September 5, 2009


Finally! Blogger is allowing me to upload again. Forgive my five-month silence and thank you for the gentle - and the not-so-gentle - prompts to keep writing. A day feels incomplete to me until I have poured some words out as my soul seeks to make sense of the world in which I am living.

Now, here, in a land so different from the one in which I have spent most of my life, I need to write more than ever before. As I write, I hold circumstances with all their attendant joys and sorrows up to the brightness of the sun. I peer closely to find meaning in each shifting glint. As I construct sentences and paragraphs, revisiting events and conversations of the day, I glean meaning from the state of affairs that stretch my soul each day. I seek to discard the chaff and, hopefully, retain the nourishing life lessons that shift me closer to being all I can be, giving all that I can give.

There are days when the arrogance of my human soul astounds me as I attempt to draw logical understanding from unutterable suffering. Mostly, there is no sense to be made. On other days, when my soul is tired and needs to rest from trying to understand all it witnesses, I rest from thinking and I just feel. Oh what a relief that is! Even when the feelings are deep and painful and shake me to the core, it is a relief to lay down my need to understand.

I am learning just to be. I am seeking to master the art of breathing slowly and deeply through each minute and each circumstance, no matter what comes my way. I have entrusted my soul to someone greater and my circumstances to the goodness of the God who designed me for the life I have been called to live. Ah the peace in trusting!

Since my last post, life has moved apace as it only can in Mozambique. I have watched again and again as friends and coworkers grieve the deaths of friends and family members. I have witnessed three Mozambican marriages, welcomed several new babies into the Zimpeto family, moved house for the fourth time this year, sadly farewelled old friends and welcomed new ones.

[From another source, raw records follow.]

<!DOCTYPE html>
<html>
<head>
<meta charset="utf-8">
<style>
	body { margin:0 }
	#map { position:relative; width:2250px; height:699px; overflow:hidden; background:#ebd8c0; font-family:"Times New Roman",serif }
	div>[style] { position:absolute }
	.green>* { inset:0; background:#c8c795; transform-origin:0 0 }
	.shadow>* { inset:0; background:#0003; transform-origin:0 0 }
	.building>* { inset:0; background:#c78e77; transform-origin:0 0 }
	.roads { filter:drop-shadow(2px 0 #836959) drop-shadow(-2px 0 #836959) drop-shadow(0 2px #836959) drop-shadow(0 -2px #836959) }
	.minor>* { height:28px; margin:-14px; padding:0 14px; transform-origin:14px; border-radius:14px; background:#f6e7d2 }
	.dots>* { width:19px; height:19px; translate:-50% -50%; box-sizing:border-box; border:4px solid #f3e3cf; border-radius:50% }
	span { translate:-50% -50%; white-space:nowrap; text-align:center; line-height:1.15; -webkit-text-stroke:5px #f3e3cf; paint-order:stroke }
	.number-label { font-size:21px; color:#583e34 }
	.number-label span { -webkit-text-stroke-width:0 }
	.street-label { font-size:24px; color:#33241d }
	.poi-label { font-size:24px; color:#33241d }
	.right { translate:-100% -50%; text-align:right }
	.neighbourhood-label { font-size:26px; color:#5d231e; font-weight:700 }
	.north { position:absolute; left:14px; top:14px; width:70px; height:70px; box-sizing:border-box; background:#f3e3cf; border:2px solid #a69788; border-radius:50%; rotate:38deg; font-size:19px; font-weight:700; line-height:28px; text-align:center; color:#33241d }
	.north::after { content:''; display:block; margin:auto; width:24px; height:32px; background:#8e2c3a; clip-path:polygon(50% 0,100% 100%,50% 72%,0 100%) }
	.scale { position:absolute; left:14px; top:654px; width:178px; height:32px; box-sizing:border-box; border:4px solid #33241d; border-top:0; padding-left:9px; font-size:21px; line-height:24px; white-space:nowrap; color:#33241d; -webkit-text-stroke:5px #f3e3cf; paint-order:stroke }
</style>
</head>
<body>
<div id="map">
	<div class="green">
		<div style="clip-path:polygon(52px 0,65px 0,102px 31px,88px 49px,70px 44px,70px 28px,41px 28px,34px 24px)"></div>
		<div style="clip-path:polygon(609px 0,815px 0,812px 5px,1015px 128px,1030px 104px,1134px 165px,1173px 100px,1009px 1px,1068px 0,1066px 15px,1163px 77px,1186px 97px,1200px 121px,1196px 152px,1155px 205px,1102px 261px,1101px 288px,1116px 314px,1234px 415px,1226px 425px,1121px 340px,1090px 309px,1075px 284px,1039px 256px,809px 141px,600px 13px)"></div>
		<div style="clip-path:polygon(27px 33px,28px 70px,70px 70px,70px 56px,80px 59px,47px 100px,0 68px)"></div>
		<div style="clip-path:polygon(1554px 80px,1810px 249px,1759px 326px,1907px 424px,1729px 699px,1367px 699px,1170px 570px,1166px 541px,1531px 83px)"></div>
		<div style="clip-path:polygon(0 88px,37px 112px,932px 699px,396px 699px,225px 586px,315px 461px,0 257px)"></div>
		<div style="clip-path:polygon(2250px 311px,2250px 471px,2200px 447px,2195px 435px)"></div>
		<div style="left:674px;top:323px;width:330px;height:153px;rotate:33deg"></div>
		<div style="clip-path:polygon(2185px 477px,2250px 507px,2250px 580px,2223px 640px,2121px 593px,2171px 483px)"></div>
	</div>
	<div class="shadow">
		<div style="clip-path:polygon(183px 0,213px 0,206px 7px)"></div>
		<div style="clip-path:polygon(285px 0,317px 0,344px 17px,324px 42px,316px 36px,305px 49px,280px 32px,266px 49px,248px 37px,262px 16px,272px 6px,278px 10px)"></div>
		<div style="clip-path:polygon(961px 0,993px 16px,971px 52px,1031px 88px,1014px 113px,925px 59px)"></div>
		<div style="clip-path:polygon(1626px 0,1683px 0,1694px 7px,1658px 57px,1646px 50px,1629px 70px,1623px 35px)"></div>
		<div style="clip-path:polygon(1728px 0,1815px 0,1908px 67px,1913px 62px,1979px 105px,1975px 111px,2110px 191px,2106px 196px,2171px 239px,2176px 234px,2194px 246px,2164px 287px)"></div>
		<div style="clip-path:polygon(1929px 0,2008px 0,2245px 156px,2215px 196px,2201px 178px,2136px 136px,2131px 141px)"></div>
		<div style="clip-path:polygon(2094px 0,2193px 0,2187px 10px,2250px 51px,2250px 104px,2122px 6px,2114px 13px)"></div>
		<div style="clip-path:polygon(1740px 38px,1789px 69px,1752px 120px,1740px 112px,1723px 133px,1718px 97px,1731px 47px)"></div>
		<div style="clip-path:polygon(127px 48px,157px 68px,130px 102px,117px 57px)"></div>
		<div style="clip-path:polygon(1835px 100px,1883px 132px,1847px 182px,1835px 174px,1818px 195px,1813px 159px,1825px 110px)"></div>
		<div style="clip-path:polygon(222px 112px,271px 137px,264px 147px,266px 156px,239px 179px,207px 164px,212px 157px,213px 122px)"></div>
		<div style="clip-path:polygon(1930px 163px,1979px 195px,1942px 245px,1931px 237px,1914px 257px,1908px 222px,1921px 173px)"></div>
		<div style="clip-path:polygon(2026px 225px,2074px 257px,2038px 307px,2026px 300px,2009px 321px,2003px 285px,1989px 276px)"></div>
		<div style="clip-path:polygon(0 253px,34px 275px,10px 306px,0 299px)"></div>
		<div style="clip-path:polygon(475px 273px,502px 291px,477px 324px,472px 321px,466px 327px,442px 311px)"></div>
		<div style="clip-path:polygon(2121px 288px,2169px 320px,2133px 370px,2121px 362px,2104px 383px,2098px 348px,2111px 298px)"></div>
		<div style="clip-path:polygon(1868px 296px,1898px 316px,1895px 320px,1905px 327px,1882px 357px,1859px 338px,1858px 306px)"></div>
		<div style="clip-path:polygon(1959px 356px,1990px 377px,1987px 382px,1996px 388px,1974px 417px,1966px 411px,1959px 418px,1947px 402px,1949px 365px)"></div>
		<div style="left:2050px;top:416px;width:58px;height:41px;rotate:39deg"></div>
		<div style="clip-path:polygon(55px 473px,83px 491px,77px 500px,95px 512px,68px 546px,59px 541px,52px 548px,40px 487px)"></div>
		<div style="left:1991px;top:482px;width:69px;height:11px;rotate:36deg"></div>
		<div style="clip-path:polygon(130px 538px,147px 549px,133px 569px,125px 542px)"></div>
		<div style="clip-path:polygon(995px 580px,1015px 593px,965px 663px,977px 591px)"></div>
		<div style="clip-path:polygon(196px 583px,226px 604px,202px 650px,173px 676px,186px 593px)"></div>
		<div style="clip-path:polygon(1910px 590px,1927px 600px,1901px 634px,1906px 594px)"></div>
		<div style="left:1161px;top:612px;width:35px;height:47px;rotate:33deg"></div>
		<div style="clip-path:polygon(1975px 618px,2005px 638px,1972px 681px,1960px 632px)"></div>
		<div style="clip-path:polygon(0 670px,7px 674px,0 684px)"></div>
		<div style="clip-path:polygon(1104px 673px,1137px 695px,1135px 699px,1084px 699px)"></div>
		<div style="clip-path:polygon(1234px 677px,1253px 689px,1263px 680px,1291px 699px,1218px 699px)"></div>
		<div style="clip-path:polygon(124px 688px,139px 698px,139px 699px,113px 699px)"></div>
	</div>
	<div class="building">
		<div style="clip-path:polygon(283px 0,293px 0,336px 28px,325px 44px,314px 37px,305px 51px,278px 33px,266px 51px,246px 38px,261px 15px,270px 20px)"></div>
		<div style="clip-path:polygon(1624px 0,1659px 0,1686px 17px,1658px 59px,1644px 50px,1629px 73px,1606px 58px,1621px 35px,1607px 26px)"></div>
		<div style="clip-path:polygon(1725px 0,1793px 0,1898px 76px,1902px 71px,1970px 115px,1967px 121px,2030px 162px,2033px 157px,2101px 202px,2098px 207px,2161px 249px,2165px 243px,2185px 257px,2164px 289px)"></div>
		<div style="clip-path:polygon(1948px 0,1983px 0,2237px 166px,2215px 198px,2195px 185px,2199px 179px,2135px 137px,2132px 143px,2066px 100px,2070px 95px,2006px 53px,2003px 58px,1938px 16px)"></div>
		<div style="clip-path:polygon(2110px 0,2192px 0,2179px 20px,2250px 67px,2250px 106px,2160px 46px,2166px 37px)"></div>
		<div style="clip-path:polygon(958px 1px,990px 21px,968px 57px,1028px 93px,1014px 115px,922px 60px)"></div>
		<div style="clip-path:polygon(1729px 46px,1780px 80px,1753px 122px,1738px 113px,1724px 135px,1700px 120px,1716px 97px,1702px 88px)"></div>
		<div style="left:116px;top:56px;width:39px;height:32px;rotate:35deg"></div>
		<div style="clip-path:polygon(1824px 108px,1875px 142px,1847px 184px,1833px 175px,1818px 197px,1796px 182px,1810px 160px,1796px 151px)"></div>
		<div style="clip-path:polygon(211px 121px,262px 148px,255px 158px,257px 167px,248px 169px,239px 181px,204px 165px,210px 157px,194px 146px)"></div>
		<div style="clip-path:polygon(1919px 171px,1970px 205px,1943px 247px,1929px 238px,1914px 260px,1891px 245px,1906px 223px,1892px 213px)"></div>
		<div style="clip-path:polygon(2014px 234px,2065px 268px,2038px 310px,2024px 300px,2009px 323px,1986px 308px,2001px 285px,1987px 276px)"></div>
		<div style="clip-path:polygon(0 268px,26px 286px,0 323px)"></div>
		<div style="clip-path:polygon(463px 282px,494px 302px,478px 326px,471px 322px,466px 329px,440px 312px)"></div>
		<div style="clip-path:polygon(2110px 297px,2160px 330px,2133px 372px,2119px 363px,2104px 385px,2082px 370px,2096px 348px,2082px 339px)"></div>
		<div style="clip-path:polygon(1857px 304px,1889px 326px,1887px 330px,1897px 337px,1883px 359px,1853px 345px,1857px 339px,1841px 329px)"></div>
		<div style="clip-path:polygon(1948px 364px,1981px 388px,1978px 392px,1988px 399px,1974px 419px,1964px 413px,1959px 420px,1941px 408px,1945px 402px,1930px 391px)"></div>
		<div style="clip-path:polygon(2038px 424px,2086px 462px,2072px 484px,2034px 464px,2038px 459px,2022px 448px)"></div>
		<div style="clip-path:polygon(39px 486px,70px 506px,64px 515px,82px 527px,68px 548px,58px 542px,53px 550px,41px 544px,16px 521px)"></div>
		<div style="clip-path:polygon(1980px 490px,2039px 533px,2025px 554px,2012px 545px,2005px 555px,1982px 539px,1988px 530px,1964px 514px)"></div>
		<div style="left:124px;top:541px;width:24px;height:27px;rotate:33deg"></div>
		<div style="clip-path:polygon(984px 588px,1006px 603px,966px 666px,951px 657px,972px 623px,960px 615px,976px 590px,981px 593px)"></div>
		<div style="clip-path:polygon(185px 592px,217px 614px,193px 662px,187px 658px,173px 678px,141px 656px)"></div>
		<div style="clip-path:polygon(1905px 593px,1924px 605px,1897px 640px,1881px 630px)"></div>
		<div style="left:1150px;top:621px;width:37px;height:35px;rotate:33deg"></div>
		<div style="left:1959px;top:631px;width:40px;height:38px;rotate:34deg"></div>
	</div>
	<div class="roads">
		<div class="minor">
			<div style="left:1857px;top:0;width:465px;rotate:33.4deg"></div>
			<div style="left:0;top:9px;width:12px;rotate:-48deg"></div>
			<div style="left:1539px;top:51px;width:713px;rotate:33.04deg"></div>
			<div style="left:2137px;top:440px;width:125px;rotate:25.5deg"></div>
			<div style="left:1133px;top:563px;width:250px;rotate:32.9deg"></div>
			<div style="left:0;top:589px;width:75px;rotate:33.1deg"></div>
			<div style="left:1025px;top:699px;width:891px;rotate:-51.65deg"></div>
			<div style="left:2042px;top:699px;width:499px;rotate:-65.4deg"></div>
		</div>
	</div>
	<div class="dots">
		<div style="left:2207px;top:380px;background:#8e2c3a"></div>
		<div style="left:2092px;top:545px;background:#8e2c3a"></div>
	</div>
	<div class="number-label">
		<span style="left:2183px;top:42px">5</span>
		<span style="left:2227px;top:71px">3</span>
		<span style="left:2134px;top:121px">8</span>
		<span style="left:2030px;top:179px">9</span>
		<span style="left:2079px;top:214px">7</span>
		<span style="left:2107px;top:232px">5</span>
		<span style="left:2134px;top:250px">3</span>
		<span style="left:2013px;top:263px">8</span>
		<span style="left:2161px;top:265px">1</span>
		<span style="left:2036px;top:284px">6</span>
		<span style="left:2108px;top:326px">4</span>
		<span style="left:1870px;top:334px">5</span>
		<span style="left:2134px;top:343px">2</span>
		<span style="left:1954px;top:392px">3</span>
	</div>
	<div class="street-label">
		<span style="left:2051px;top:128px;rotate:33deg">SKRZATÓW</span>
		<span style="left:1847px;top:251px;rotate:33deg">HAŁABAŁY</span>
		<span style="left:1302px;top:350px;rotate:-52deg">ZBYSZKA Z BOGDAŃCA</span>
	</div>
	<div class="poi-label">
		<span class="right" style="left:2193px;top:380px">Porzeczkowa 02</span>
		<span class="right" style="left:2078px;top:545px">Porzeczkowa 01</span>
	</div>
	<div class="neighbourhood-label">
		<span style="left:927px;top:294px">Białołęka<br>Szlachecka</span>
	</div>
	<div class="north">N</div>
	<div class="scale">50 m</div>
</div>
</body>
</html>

I had my first run-in with a shapa (public minivan) as its driver tried to squeeze between my vehicle and the truck coming in the opposite direction. The shapa driver was obviously a man of faith – after all, faith is being sure of what we do not see: he tried to get his vehicle through a gap that did not exist and he succeeded. Despite the shapa catching my side mirror, there was no damage to my vehicle. Note to self: never assume two lanes mean two lanes.

Here at the Centre, I continue to struggle with the language, inflicting my appalling but gradually improving grammar on anyone who stops long enough to listen. I will never surrender! The toddlers now occasionally understand and respond to my Portuguese. The teenagers still laugh. Some of the little ones have come close to mastering my name: more “Winda” than Wendy but that’s OK with me, especially when grubby fingers are reaching for a hug while faces beam, content and satisfied and asking for nothing more than a cuddle and a smile. And a song sung to the strumming of my new guitar, sent to me by some school students in Sydney, Australia. Thank you!

Days have turned into weeks and weeks into months as the year flies past. The mild, perfectly pleasant winter is now making way for spring and I am continually challenged to make the most of every moment of my days. And still I can say with all my heart that I would be nowhere else in the world.